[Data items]
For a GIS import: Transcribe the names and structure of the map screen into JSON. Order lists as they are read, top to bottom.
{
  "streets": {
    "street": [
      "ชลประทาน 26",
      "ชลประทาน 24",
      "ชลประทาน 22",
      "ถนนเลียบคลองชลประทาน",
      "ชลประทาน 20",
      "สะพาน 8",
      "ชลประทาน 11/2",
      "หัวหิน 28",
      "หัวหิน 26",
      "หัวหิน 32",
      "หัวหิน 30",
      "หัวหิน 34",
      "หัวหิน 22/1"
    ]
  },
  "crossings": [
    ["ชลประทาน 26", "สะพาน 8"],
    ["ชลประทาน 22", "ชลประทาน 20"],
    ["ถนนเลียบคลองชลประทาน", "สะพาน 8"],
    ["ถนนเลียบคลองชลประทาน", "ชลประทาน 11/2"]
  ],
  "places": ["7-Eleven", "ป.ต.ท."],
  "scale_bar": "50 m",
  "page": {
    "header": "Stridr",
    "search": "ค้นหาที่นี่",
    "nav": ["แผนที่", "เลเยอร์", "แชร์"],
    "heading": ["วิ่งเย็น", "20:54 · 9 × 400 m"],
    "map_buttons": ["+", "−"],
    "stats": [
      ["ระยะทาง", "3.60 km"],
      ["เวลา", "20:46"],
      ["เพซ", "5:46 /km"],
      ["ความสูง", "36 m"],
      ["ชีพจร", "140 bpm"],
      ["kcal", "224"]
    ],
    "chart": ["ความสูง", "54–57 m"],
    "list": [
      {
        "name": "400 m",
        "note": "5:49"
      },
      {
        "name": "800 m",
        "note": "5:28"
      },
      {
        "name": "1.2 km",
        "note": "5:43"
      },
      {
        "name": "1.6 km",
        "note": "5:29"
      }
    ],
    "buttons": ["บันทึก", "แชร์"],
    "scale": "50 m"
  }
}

__TASK TO COMPLETE__: Pull every line with "ยบคลองชลประทาน" from the records.

__RESPONSE TO THIS EXERCISE__:
      "ถนนเลียบคลองชลประทาน",
    ["ถนนเลียบคลองชลประทาน", "สะพาน 8"],
    ["ถนนเลียบคลองชลประทาน", "ชลประทาน 11/2"]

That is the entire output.